• The input
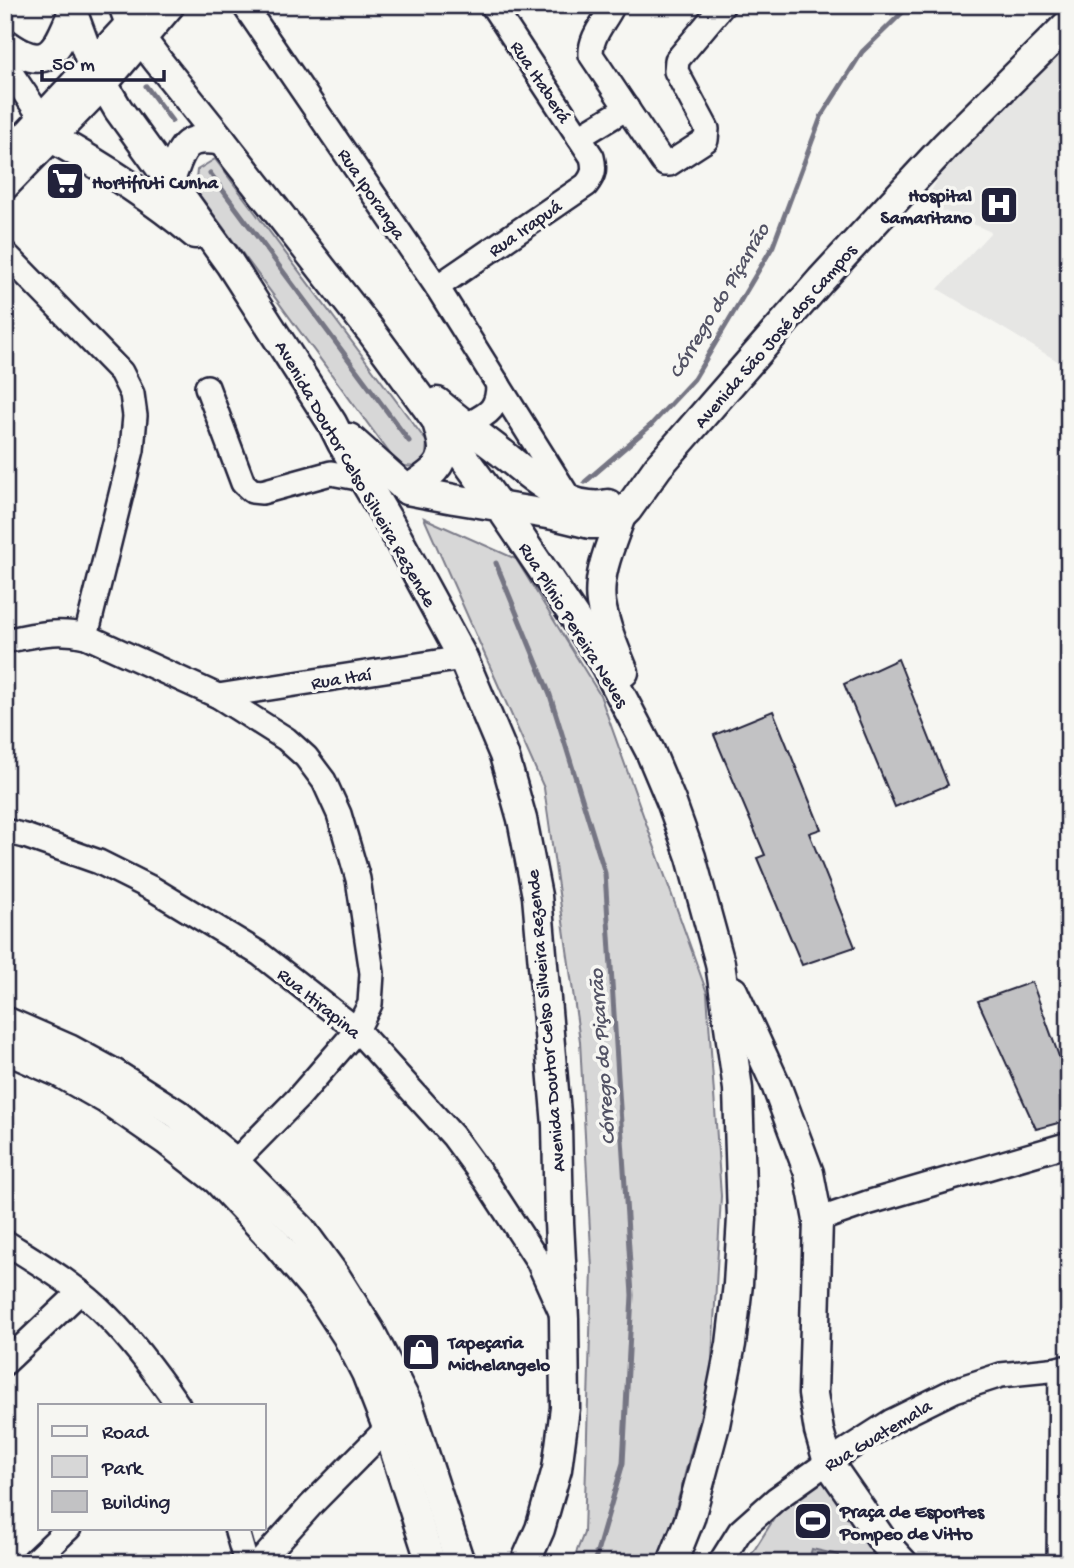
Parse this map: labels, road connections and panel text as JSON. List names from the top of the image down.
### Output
{
  "streets": {
    "main road": ["Avenida São José dos Campos", "Avenida Doutor Celso Silveira Rezende", "Rua Plínio Pereira Neves"],
    "street": [
      "Rua Itaberá",
      "Rua Iporanga",
      "Rua Irapuá",
      "Rua Itaí",
      "Rua Itirapina",
      "Rua Guatemala"
    ]
  },
  "crossings": [
    ["Rua Itaberá", "Rua Irapuá"],
    ["Rua Iporanga", "Rua Irapuá"],
    ["Rua Iporanga", "Avenida São José dos Campos"],
    ["Avenida São José dos Campos", "Rua Plínio Pereira Neves"],
    ["Avenida Doutor Celso Silveira Rezende", "Rua Itaí"],
    ["Avenida Doutor Celso Silveira Rezende", "Rua Itirapina"]
  ],
  "water": ["Córrego do Piçarrão"],
  "places": {
    "supermarket": ["Hortifruti Cunha"],
    "hospital": ["Hospital Samaritano"],
    "shop": ["Tapeçaria Michelangelo"],
    "sports": ["Praça de Esportes Pompeo de Vitto"]
  },
  "legend": ["Road", "Park", "Building"],
  "scale_bar": "50 m"
}
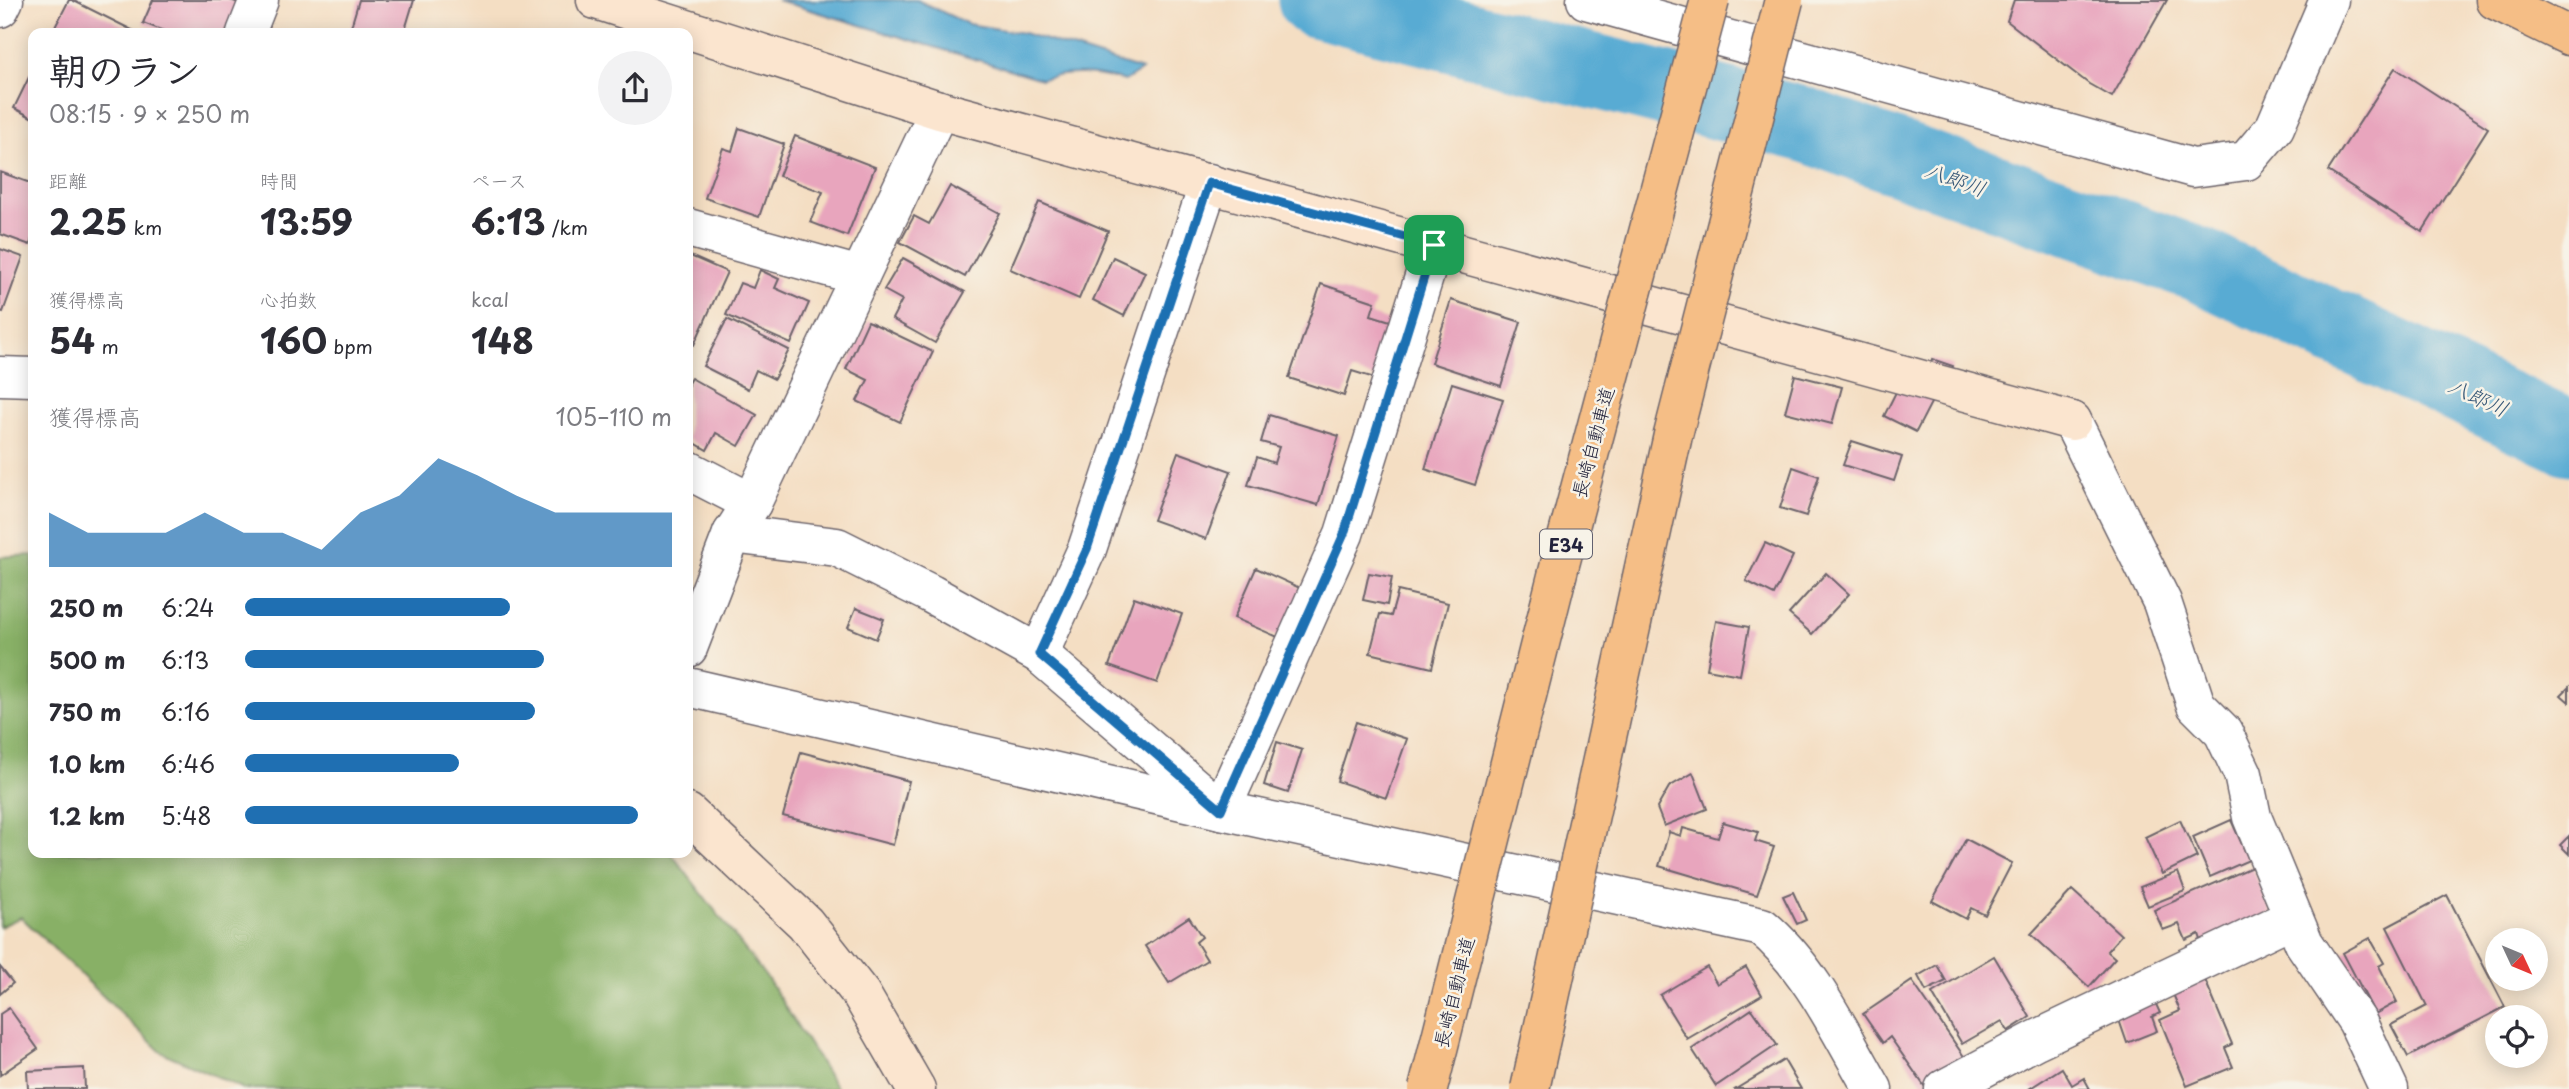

• Work item
Repeat every line above exactly, minus the pictures.

• Task response
Parse this map: labels, road connections and panel text as JSON. List names from the top of the image down.
### Output
{
  "streets": {
    "main road": ["Avenida São José dos Campos", "Avenida Doutor Celso Silveira Rezende", "Rua Plínio Pereira Neves"],
    "street": [
      "Rua Itaberá",
      "Rua Iporanga",
      "Rua Irapuá",
      "Rua Itaí",
      "Rua Itirapina",
      "Rua Guatemala"
    ]
  },
  "crossings": [
    ["Rua Itaberá", "Rua Irapuá"],
    ["Rua Iporanga", "Rua Irapuá"],
    ["Rua Iporanga", "Avenida São José dos Campos"],
    ["Avenida São José dos Campos", "Rua Plínio Pereira Neves"],
    ["Avenida Doutor Celso Silveira Rezende", "Rua Itaí"],
    ["Avenida Doutor Celso Silveira Rezende", "Rua Itirapina"]
  ],
  "water": ["Córrego do Piçarrão"],
  "places": {
    "supermarket": ["Hortifruti Cunha"],
    "hospital": ["Hospital Samaritano"],
    "shop": ["Tapeçaria Michelangelo"],
    "sports": ["Praça de Esportes Pompeo de Vitto"]
  },
  "legend": ["Road", "Park", "Building"],
  "scale_bar": "50 m"
}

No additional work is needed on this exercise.